Pendant un moment, il est resté dans mes bagages.

Et puis je l’ai sorti, je l’ai comparé avec l’autre, il était un peu plus encombrant et plus lourd… alors j’ai pris le plus léger.

Tu parles.

Ce matin là au Yosemite, je me suis réchauffé à grand peine auprès du feu d’un groupe de québécois compatissant, mon café scotché comme une enclume dans le bide.

L’expérience a achevé de me démoraliser au point que j’ai quitté le parc quelques heures plus tard, après une visite express (Glacier point). Yosemite valley, la rando au Half Dome, tout ça, j’ai zappé. J’ai rejoint la côte californienne, plus clémente.

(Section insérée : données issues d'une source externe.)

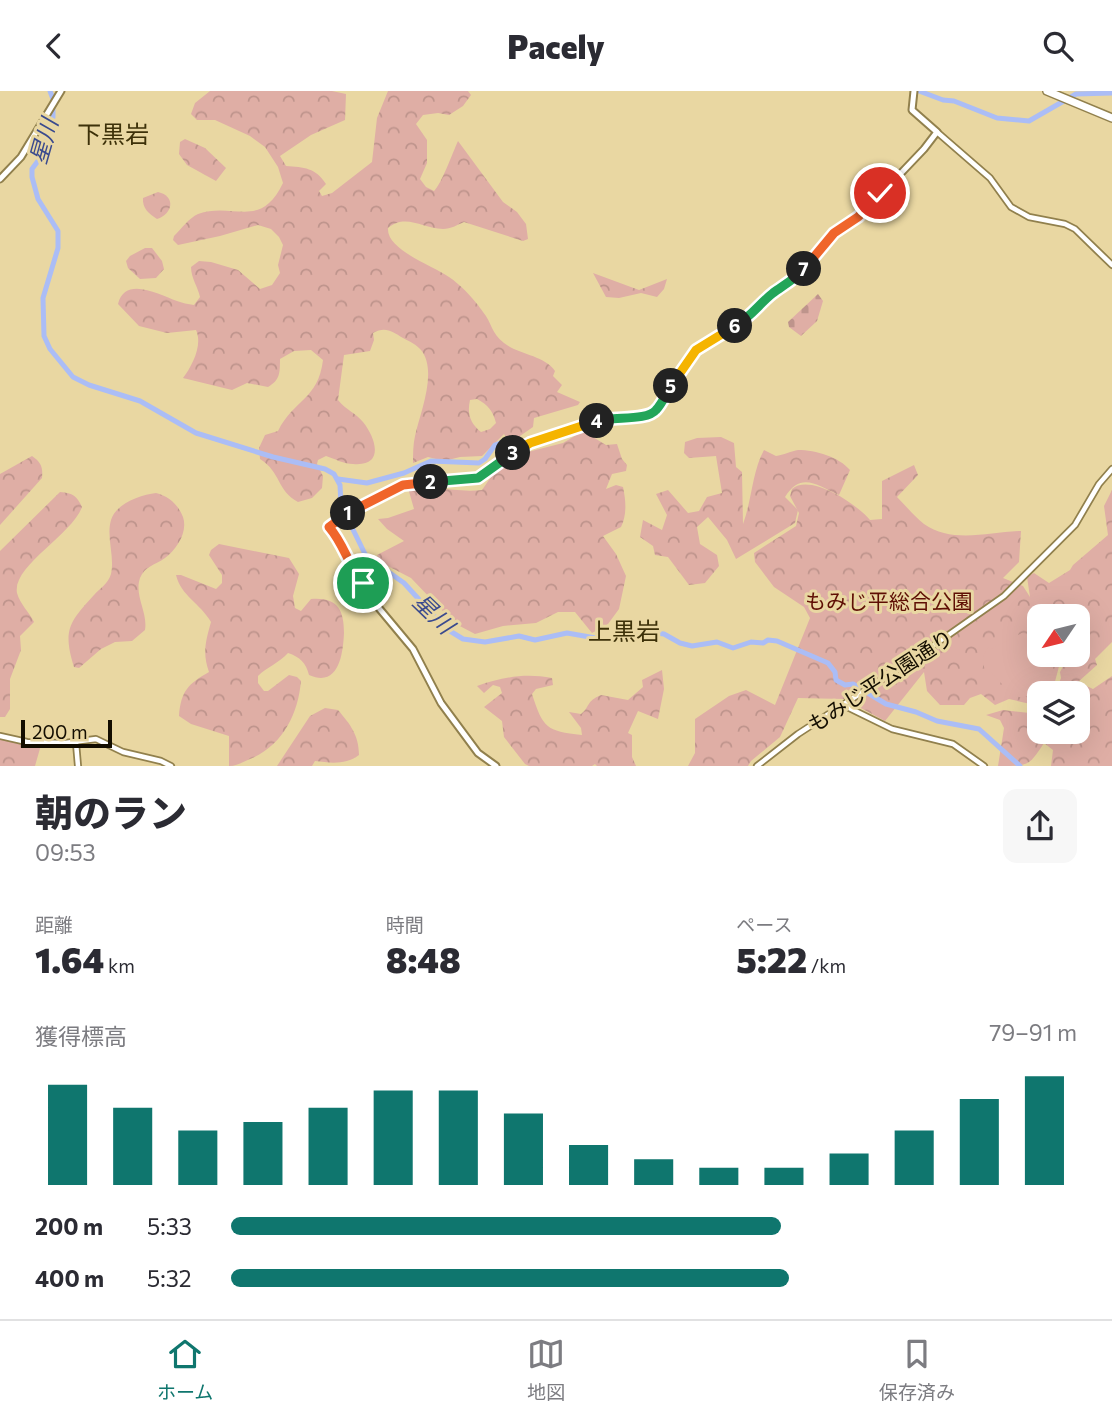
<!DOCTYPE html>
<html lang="ja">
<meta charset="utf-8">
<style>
:root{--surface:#fff;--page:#f7f7f7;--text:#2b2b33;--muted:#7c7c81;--line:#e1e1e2;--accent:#0f766e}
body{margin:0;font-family:Commissioner,"Noto Sans JP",sans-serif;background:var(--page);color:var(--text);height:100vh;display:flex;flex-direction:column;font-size:26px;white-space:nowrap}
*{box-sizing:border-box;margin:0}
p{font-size:23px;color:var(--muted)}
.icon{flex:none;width:38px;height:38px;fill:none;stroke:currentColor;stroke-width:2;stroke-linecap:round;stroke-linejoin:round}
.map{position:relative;height:675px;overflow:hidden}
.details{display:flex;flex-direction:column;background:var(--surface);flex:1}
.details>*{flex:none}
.needle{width:46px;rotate:235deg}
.buttons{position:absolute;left:1027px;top:513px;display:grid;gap:14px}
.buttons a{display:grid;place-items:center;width:63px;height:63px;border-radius:14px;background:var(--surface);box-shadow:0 7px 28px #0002;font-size:35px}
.scale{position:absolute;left:21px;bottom:18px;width:91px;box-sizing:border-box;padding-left:7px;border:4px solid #130d00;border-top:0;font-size:19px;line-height:24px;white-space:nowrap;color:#130d00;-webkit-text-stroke:5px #e9d7a2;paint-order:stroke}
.pin{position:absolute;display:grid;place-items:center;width:60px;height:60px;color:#fff;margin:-30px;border:4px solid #fff;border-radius:50%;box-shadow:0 2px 7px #0007}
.km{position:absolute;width:35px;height:35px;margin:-18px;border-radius:50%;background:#222;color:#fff;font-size:19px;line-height:35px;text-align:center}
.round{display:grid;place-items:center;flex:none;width:74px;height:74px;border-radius:14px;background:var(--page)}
.head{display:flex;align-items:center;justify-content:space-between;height:119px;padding:0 35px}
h1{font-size:38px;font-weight:800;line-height:52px}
.figures{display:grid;grid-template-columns:repeat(3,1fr);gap:10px;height:119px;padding:7px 35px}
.figures div{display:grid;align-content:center}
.figures b{font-size:35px;font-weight:800}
.figures small{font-size:19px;font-weight:400}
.figures p{font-size:19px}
.chart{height:196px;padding:14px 35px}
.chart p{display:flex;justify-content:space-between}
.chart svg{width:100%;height:126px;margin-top:7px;stroke:var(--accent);stroke-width:6}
ul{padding:0 35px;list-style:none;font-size:23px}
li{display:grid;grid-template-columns:112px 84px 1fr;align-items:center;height:52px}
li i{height:18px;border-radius:9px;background:var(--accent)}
header{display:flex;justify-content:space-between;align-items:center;height:91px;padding:0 35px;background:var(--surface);font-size:32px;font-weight:800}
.tabs{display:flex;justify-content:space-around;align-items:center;height:98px;border-top:2px solid var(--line);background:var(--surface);font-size:19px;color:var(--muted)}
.tabs a{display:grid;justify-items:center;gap:4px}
.tabs .selected{color:var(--accent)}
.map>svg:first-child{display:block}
.forest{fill:url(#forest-crowns);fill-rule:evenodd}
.cemetery{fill:url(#cemetery-stones)}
.pitch{fill:#dfaea5}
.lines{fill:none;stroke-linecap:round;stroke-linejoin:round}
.river{stroke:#abbdf6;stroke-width:5}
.tertiary-casing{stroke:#91804d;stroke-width:8}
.secondary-casing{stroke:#91804d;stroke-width:9}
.trunk-casing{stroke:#91804d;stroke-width:10}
.tertiary{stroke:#fff;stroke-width:4.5}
.secondary{stroke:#fff;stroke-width:5}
.trunk{stroke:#fff;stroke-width:7}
.split-1-casing{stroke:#fff;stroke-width:14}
.split-2-casing{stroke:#fff;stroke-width:14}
.split-3-casing{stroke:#fff;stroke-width:14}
.split-4-casing{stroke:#fff;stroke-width:14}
.split-5-casing{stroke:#fff;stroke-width:14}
.split-6-casing{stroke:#fff;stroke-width:14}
.split-7-casing{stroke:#fff;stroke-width:14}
.split-8-casing{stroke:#fff;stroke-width:14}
.split-9-casing{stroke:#fff;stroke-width:14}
.split-1{stroke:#f0652b;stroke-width:9}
.split-2{stroke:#f0652b;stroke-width:9}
.split-3{stroke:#22a559;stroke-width:9}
.split-4{stroke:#f5b400;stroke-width:9}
.split-5{stroke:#22a559;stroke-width:9}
.split-6{stroke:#f5b400;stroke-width:9}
.split-7{stroke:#22a559;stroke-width:9}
.split-8{stroke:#f0652b;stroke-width:9}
.split-9{stroke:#f5b400;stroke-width:9}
.labels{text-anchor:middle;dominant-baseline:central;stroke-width:6;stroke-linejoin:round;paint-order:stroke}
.park-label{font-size:21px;fill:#5e0e04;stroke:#e9d7a2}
.street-label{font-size:21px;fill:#130d00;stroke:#e9d7a2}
.water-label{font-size:23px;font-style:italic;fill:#3a4a8e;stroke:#e9d7a2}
.quarter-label{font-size:24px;fill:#3d3109;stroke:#e9d7a2}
</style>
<header><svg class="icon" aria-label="back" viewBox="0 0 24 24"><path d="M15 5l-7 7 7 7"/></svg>Pacely<svg class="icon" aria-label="search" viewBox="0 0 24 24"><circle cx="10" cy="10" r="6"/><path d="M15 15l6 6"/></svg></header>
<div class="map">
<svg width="1112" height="675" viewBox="0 0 1112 675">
<defs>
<pattern id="forest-crowns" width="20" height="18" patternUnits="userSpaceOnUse" patternTransform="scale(1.75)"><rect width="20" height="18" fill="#dfaea5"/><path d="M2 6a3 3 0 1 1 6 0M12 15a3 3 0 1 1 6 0" fill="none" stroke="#be948c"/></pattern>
<pattern id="cemetery-stones" width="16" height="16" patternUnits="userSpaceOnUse" patternTransform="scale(1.75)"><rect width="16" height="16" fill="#dfaea5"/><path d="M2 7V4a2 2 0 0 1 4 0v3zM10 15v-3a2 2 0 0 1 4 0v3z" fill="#be948c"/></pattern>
</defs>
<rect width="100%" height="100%" fill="#e9d7a2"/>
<g class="forest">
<path d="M210 0H332L346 3 345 29 311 44 280 65 286 75C304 76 316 77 326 93L319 100 322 105 332 102 372 71 377 27 388 0H468L471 4 463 15 449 24 438 22 423 24 416 33 427 49V72L420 88 426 96 434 100C441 94 453 61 458 50L503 111 517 121 526 133 528 148 523 150 464 131C457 134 451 138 443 138 423 138 406 122 388 137 386 159 434 175 449 186 460 193 476 210 483 221 492 232 491 242 504 252 519 264 544 264 555 280L553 285 562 294 557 301 580 311 578 314 534 327 533 336 520 345 522 351 513 358 504 343 482 365 460 366 444 370 428 366 413 372C413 363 413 354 415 345 420 322 438 280 421 259 417 254 409 250 403 247 392 240 385 235 373 242L374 249 370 260 344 264 338 309C346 319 356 322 363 331 376 347 385 376 353 373 344 373 335 368 326 365L318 369 317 373 323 385 322 397 312 407 298 411C277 400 281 381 260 368L259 357 265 344 278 340C294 308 318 309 323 269L311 259 294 260 280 268C280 282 280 289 268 296L247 292 232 299 183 287C192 275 203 254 196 239L167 242 139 235 118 213C125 184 160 204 177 210 182 212 188 213 194 214L200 206C198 196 191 187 191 176L199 170 211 171 238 179 260 198 272 194 280 182 278 174 283 154 279 146 271 138 258 134 220 145 178 154 173 149 174 145C181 138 189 127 198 123 233 110 260 140 283 92L278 76 265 56 250 45 215 29H197L191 23 195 12ZM477 308C488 314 493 320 496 332L490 338 481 341C470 332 467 323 470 309Z"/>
<polygon points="185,48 205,57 226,77 216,90 187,74 179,63 180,51"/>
<path d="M158 101C176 105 173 123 157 128 149 123 142 117 143 107Z"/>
<polygon points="145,157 152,157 162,170 164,178 156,187 140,188 128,177 126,170 130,165"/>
<polygon points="593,182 639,199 667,188 664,198 657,206 641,202 619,207 606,206"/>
<path d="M583 340 606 354 617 353 622 368 627 374 626 380 612 383 606 398 616 394 623 396C626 410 627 424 621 436L603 445 616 463 626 485 619 518 608 533 592 542 575 521H558L536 532 503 535 475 543 454 532 411 487 380 471 377 464 404 450 387 438 378 428 388 427 414 418 408 397C433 394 457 402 482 399L497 377 509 375 520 363 563 352Z"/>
<path d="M721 346 734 352 736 376 742 381 743 433C752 409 752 381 764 359L776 365C783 364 792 360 798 359 816 359 839 366 850 379L839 404C817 394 801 380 785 406L798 419 795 432 736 468 727 449 708 426 697 436 700 453 717 464 719 475 705 492 689 494 668 466 655 464 653 455 640 446 643 429 662 439 667 424 656 403 668 399 688 422 699 420 707 406 722 402 716 365 689 367 684 362 685 351 697 347Z"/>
<path d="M32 365C41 371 43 376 42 387L0 434V383Z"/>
<path d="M914 374 918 384 897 406C906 415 914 425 924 433 952 453 989 441 1021 440L1019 471 1003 487 1023 495 1030 506 1027 486 1034 482 1049 492 1070 479 1073 474 1108 444 1104 415 1112 399V551L1095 568 1097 574 1078 591 1093 598 1112 585V675H1051L1053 659 1044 652C1029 675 1029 675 998 675L1004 637 1000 629 986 624 1003 619 1039 623 1040 640H1078V602H1055L1061 587 1060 581 1069 564H1078V525H1040V564H1062L1052 602H1040L1039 615 1009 608 995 614 981 603 970 607 964 614H940L927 600 924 581 885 630 844 608 798 607 780 646 751 670 748 675H688L695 662V628L729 605 746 599 775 614 810 527 804 516 774 496 755 471 754 462 796 435 799 422 790 405 792 398C810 382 857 413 870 429L882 428V390Z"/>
<path d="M60 401C73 402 77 405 82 416 72 444 12 475 17 502 20 513 29 521 34 531L20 545 21 559 10 588V618L5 626H0V460Z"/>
<path d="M156 402C168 405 178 413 183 426 188 441 177 458 165 467 155 474 145 475 140 487 134 505 148 521 145 539L132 550 115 551 101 558 79 577 74 576C63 540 68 532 94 504 100 497 108 493 111 483 115 466 106 446 111 429 116 412 141 404 156 402Z"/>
<path d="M219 453 289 467 299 483 293 505 295 517 301 520 311 508C337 506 344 518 344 542 343 563 339 597 309 584 306 572 300 566 288 562 279 572 267 576 258 585V592L264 600H268L289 584 297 586 301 590C298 624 282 655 250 668 243 671 237 675 229 675V645L191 633 179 625C181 600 188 593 209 581 202 562 206 549 211 531 200 512 181 505 176 484H181L216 498 222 492V484L209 464 211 459Z"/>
<path d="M662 579 664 598 658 628 638 620 628 642 632 644V666L636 675H597L595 673 592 675H529L525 673 504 646 502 630 484 616 502 602 500 596 493 594 484 602 477 595C503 586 525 582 552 587L553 594 536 598 532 603C543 637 546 640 582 644L581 637 569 621 581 623C590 616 586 610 601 604L628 609 643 596 642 589Z"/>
<path d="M325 617 338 619C350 633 359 644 359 664 346 674 330 672 315 670L312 675H277L310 625Z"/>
<polygon points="0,648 26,653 41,654 35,675 0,675"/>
</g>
<polygon class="cemetery" points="818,203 823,210 817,230 801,245 789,236 788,231"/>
<path class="pitch" d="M1022 542 1039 547 1040 564H1052C1058 588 1043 600 1022 607L1011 603 991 581H986C982 573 982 562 989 556L991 558Z"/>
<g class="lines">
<g class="river">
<polyline points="50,0 53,8 53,26 43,63 32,78 32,86 38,108 58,140 58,157 43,207 44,245 50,258 73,286 89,294 140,310 196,342 273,366 325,378 334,383 340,394 341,414 366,465 404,492 445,537 463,548 485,551 519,545 535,549 567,542 607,549 630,542 656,542 664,543 680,552 692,555 717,551 733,557 751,551 763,552 768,549 777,550 828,572 835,581 836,589 845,594 853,593 886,613 916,621 937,630 979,638 1020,675"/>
<polyline points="919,0 943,9 954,10 997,27 1029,30 1076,3 1112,2"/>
<polyline points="338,388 367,392 404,382 431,370 479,372 485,368 495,354 508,349"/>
</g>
<defs>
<g id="tertiary">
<polyline points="937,41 990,87 1011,116 1029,126 1065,133 1075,138 1112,174"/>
<polyline points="845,615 892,638 953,653 984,675"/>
<polyline points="0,645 27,651 65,652 96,648 123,661 161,670 171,675"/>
<polyline points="76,652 78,675"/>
<polyline points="757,675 798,643 927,559 1004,505 1075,434 1099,393 1112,378"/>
</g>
<g id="secondary">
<polyline points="0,88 21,66 61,0"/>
<polyline points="496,675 478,662 441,612 413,558 378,516 353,480 344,457 329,436 367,411 403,394 478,387 530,352 609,327 639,327 652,324 696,259 745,229 771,204 797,186 834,142 863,122 924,58 937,41 912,19 914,0"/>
</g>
<polyline id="trunk" points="1047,0 1112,27"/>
</defs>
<use href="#tertiary" class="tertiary-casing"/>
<use href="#secondary" class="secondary-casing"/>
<use href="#trunk" class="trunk-casing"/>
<use href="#tertiary" class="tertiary"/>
<use href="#secondary" class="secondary"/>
<use href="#trunk" class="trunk"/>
</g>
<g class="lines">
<defs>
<path id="split-1" d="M348 422 329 436C344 453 348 474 363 492"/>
<polyline id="split-2" points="348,422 403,394 431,391"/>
<polyline id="split-3" points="431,391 478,387 513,362"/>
<polyline id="split-4" points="513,362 530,352 597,330"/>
<path id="split-5" d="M597 330C614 325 647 330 656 319 662 313 666 303 671 295"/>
<polyline id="split-6" points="671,295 696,259 735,235"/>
<path id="split-7" d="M735 235C752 225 759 213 773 202 784 194 795 188 804 178"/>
<polyline id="split-8" points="804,178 834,142 858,126 868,116"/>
<polyline id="split-9" points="868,116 880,102"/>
</defs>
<use href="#split-1" class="split-1-casing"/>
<use href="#split-2" class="split-2-casing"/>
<use href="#split-3" class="split-3-casing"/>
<use href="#split-4" class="split-4-casing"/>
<use href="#split-5" class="split-5-casing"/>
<use href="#split-6" class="split-6-casing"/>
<use href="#split-7" class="split-7-casing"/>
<use href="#split-8" class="split-8-casing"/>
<use href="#split-9" class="split-9-casing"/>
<use href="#split-1" class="split-1"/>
<use href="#split-2" class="split-2"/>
<use href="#split-3" class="split-3"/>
<use href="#split-4" class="split-4"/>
<use href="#split-5" class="split-5"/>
<use href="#split-6" class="split-6"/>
<use href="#split-7" class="split-7"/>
<use href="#split-8" class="split-8"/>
<use href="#split-9" class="split-9"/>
</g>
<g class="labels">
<g class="park-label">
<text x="889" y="509">もみじ平総合公園</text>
</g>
<g class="street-label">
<text transform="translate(880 589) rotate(-33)">もみじ平公園通り</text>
</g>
<g class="water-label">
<text transform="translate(43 50) rotate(-74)">星川</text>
<text transform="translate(434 522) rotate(44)">星川</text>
</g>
<g class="quarter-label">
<text x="113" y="42">下黒岩</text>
<text x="624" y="539">上黒岩</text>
</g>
</g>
</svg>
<div class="buttons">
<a><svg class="needle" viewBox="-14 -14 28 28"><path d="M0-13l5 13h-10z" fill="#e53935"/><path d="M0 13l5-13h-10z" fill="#7c7c81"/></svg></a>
<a><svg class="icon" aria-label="layers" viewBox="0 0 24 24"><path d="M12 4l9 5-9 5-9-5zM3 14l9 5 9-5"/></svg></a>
</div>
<div class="scale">200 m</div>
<div class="pin" style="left:363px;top:492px;background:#1e9e55"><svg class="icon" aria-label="arrive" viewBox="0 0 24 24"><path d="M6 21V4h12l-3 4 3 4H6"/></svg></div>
<div class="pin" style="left:880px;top:102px;background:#d93025"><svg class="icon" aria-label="check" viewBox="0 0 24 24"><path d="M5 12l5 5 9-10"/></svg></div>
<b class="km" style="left:348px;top:422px">1</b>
<b class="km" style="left:431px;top:391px">2</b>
<b class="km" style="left:513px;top:362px">3</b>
<b class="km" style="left:597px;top:330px">4</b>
<b class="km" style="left:671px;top:295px">5</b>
<b class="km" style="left:735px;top:235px">6</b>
<b class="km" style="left:804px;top:178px">7</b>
</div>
<section class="details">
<div class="head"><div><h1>朝のラン</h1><p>09:53</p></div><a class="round"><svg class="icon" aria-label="share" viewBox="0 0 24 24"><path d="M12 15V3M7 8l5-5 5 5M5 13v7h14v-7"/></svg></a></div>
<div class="figures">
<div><p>距離</p><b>1.64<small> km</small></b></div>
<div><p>時間</p><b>8:48</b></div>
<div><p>ペース</p><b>5:22<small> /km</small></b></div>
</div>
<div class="chart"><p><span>獲得標高</span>79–91 m</p>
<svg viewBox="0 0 160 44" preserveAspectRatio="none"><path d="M5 44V9M15 44V17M25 44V25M35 44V22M45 44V17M55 44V11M65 44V11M75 44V19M85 44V30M95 44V35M105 44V38M115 44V38M125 44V33M135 44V25M145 44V14M155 44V6"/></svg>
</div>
<ul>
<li><b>200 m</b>5:33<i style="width:65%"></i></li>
<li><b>400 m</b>5:32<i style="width:66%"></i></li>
</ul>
</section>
<nav class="tabs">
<a class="selected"><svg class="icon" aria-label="home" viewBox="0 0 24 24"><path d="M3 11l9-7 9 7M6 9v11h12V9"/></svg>ホーム</a>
<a><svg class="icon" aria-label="map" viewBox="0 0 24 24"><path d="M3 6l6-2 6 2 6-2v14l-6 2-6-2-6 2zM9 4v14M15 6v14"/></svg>地図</a>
<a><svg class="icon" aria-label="saved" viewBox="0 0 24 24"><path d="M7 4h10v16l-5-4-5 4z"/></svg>保存済み</a>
</nav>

Et à l’exception d’une nuit, j’ai plus fait de camping jusqu’à la fin du voyage.

J’ai raconté cet épisode dans la vidéo ci-dessous, à partir de 6 min 41.

Moralité : même si tu pars dans un pays tempéré, même si tu t’attends à la canicule 90 % du voyage, équipe-toi pour les 10% du temps où il va faire froid et où il va pleuvoir. Pour vadrouiller aux USA en été, duvet température de confort 0° (voire moins) vivement conseillé. Même en juillet. S’il fait trop chaud pour dormir dedans, c’est qu’il fait trop chaud pour un duvet, point. L’inverse n’est pas vraie, et risque de te faire sacrément mal.

Autre point à retenir : les parcs de Californie peuvent déjà être très froids en septembre. Quelques jours plus tard, au Lassen Volcanic National Park, j’ai échappé à la neige de très peu.